Riche, célèbre et puissant

Il y a cette anecdote que raconte David Cay-Johnston dans l’épisode de Scandales. «Quand il était enfant, Johnny Messer, un voisin des Trump passe un jour à vélo devant leur maison. Une pièce de 25 cents tombe de sa poche. Au même moment, Fred Trump rentre chez lui au volant de sa Cadillac. Il s'arrête dans l'allée, Johnny retourne chercher sa pièce, Fred se précipite sur le trottoir, prends la pièce, la met devant le gamin et lui dit : “C'est à moi maintenant”. Quel être humain fait ce genre de choses à un enfant de six ou huit ans ? Et bien, Fred Trump.»

Le comportement de Fred Trump n'est pas sans répercussions sur ses propres enfants. En particulier sur Donald Trump, qui aurait lui-même «développé une indifférence hostile et un manque de respect agressif», selon sa nièce, face à l'adversité. Le jeune garçon, jugé trop turbulent, sera envoyé par son père à l'école militaire, à l'âge de 13 ans. «Je pense que ce moment, où il a été rejeté par son père, puis placé dans cet environnement très discipliné et très hiérarchisé, ça lui a appris que la vie était dure, que c'est toujours un combat, et qu'on est censé gagner dans tous les domaines», estime le journaliste Michael d'Antonio, auteur de The Truth About Donald Trump, sur la chaîne PBS. À l’Académie, Donald Trump devient ce que l'on attend de lui : une machine de guerre.

Dans son livre The Art of The Deal, le chef d’État écrit cependant qu'il n'a jamais été intimidé par son père. «Je lui tenais tête, et il respectait ça», assure-t-il. Selon la biographie Gwenda Blair, auteure de The Trumps en 2000, père et fils n'étaient pas proches. Elle ajoute que tous deux se parlaient, mais ne s'écoutaient pas. À l'époque, ils sont même plutôt en compétition. Ce qui ne les empêche pas d’oeuvrer main dans la main. Inscrit à l'université de Fordham, à New York, puis à l'université de Pennsylvanie, à Philadelphie, l'étudiant le retrouve tous les vendredis dans le Queens. «Dès le début, la priorité de Donald était de prendre le contrôle de l'entreprise familiale, de la développer et de devenir riche, célèbre et puissant, analyse Michael d'Antonio sur PBS. Un objectif qu'il a finalement atteint.»

En 1968, Fred Trump aurait même intercédé en faveur de son fils pour qu'il échappe à la guerre du Vietnam.
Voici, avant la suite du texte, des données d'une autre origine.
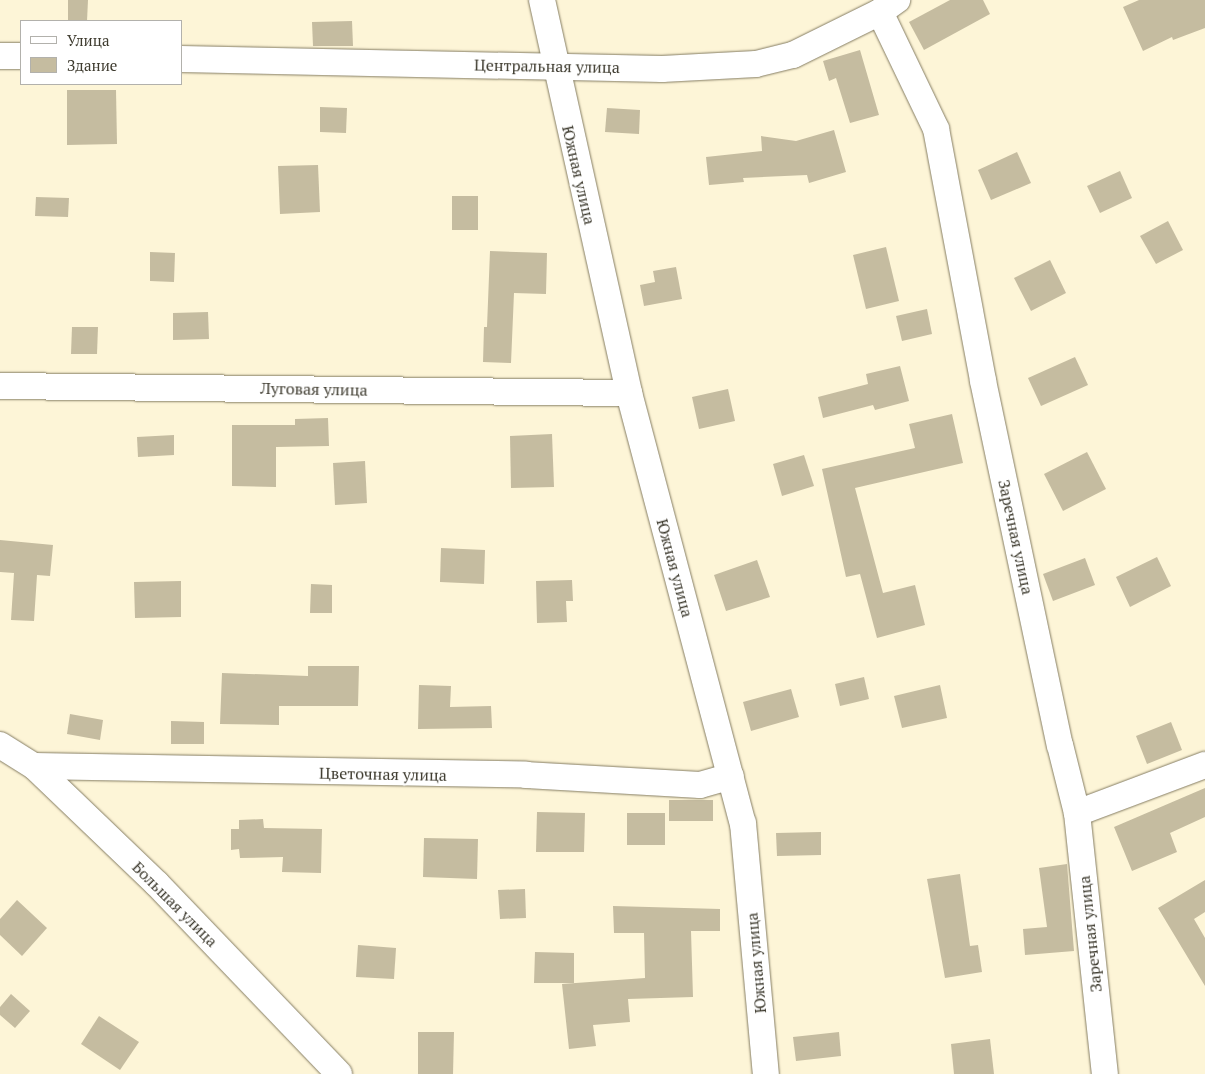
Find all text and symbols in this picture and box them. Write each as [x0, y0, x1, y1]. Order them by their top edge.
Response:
legend [20, 20, 182, 85]
text: Улица [67, 30, 110, 50]
text: Здание [67, 55, 117, 75]
street label: Центральная улица [474, 55, 620, 77]
street label: Южная улица [558, 124, 600, 226]
street label: Луговая улица [260, 378, 368, 400]
street label: Заречная улица [994, 478, 1038, 596]
street label: Южная улица [653, 517, 697, 619]
street label: Цветочная улица [319, 763, 447, 785]
street label: Большая улица [128, 857, 222, 951]
street label: Заречная улица [1074, 875, 1106, 993]
street label: Южная улица [742, 912, 770, 1014]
L'homme d'affaires aurait ainsi fait appel à un podologue de sa connaissance, qui aurait diagnostiqué à Donald une excroissance osseuse anormale au niveau du talon. En échange, Fred Trump aurait offert au spécialiste des travaux dans son bâtiment. En 1971, Donald Trump prend les rênes de l'entreprise familiale et la renomme telle qu'on la connaît aujourd'hui : la Trump Organization. À la mort de son père, en 1999, il aurait reçu un héritage colossal. En 2018, une enquête du New York Times démontre qu'il aurait empoché 413 millions de dollars (383 millions d’euros). À l'époque, Donald Trump s'est déjà séparé de l'autre figure paternelle qui a marqué sa vie : un certain Roy Cohn, son ancien avocat et mentor, (presque) aussi redoutable que Fred Trump.